Count One of the indictment, for Aggravated Sexual Abuse of a Minor in Indian Country, was based on the rape of A.D.F., a friend of Chancellor's young daughter, K.R.H. At trial, A.D.F. testified that in the summer of 2003, when she was 11 years old, she spent the night at the home of K.R.H., a neighborhood friend. [Dkt. #81, Jury Trial Tr., 35:17-36:14]. K.R.H.'s father, Chancellor, was present in the home. [Id., 36:21-25]. A.D.F. testified that at some point during the night, she awoke and went to the restroom. [Id., 37:20-38:1]. Chancellor came into the bathroom while A.D.F. was sitting on the toilet. [Id., 38:3-5]. When A.D.F. stood up, Chancellor pushed her to the floor and raped her. [Id., 38:5-20]. After Chancellor raped her, he stood up and walked out of the bathroom. [Id., 39:2-4]. A.D.F. continued to lie on the floor of the bathroom because she could not move. [Id., 39:5-6]. She was hurt and bleeding. [Id., 39:7-12]. Eventually, she pulled herself up from the floor, went home and took a shower. [Id., 3915-17]. A.D.F. did not report the rape or disclose that it had occurred to K.R.H. or anyone else until about five years later, when federal and tribal investigators contacted her about the investigation of Chancellor. [Id., 42:14-43:3].

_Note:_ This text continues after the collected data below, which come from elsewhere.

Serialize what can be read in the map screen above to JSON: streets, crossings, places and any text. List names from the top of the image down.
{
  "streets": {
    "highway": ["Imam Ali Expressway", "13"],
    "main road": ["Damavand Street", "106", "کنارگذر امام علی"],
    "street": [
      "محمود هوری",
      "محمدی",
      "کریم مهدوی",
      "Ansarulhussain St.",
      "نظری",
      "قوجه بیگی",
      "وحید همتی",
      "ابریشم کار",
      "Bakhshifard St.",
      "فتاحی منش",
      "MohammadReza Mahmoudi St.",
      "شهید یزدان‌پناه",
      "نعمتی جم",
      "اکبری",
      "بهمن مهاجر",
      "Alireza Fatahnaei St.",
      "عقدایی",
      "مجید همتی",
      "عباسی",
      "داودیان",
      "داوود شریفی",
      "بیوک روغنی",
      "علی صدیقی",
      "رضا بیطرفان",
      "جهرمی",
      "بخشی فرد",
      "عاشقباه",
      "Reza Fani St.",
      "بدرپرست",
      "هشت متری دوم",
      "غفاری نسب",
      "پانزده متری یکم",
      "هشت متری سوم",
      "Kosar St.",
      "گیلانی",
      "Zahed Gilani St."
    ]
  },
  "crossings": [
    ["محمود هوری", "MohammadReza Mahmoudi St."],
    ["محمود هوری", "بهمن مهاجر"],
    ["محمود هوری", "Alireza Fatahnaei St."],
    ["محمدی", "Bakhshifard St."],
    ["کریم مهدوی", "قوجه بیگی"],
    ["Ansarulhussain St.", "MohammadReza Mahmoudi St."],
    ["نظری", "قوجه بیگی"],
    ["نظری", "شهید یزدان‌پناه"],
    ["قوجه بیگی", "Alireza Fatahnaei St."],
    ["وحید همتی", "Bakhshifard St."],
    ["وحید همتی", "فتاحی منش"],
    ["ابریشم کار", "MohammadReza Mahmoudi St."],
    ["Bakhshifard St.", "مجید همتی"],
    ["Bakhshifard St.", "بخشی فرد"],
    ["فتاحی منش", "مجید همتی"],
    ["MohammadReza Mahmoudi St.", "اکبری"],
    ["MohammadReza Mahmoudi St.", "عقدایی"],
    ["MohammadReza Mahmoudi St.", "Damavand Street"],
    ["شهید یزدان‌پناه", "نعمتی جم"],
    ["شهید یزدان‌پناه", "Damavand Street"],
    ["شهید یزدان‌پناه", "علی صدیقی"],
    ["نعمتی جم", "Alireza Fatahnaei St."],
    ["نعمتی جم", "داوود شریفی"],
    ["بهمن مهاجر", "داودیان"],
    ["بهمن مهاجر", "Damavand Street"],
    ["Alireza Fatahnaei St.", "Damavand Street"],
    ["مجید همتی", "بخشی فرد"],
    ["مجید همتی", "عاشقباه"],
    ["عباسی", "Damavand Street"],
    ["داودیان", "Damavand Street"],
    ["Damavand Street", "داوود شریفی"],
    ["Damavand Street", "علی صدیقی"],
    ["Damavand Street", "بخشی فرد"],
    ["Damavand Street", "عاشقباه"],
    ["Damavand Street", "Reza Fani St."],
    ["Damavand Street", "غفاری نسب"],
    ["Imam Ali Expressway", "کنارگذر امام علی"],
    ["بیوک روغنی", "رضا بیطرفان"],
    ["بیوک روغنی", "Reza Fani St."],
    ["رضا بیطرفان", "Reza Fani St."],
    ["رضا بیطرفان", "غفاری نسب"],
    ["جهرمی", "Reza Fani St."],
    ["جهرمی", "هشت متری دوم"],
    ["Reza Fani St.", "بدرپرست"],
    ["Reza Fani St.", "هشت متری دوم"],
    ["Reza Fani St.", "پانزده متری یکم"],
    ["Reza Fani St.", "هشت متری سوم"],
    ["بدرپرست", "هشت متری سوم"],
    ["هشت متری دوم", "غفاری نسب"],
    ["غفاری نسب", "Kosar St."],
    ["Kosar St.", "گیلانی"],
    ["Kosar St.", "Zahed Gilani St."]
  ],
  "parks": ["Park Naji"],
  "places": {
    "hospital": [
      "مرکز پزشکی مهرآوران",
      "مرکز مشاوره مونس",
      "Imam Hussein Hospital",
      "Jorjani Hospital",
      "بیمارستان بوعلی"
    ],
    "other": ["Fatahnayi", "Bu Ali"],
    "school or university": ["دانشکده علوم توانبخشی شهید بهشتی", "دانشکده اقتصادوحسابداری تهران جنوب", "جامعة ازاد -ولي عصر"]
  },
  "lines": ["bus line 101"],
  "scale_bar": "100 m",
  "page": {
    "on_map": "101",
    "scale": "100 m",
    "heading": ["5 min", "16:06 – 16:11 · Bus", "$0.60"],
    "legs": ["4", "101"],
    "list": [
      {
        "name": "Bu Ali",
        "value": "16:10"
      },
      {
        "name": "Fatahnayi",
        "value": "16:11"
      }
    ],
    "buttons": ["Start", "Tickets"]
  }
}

Count Two, for Attempted Aggravated Sexual Abuse of a Minor, arose from an incident in 2006 during which Chancellor attempted to rape C.A., a minor. C.A. testified that during the late evening hours of December 31, 2006, she was at the home of Chancellor's mother. [Id., 46:1-10]. C.A. was served and drank beer there. [Id., 46:13-14]. At some point during the night she was taken to Chancellor's house, where she fell asleep on a bed. [Id., 46:15-20]. Later, she woke up and realized someone was on top of her. [Id., 46:21-23]. C.A. testified she heard screaming, woke up and pulled her pants up and buttoned them, then saw Chancellor running out the door. [Id., 47:2-4]. She felt a liquid in her lower private regions, which she thought was unusual. [Id., 47:13-21]. She testified she could not have urinated on herself because the rest of her pants were not wet. [Id., 54:12-18]. C.A. then returned home and took a shower. [Id., 47:24-25, 49:17-21]. She felt soreness in her lower private parts. [Id., 49:24-50:2]. C.A. did not give Chancellor permission to have sex with her. [Id., 50:5-7]. She never went inside Chancellor's house again. [Id., 48:1-4].
K.R.H., Chancellor's daughter, testified that on or around December 31, 2006, she saw Chancellor on top of C.A., attempting to rape or raping C.A. [Id., 70:10-20; 76:6-17]. C.A.'s pants were off and Chancellor's body was "going up and down on her, moving around." [Id., 76:13-17].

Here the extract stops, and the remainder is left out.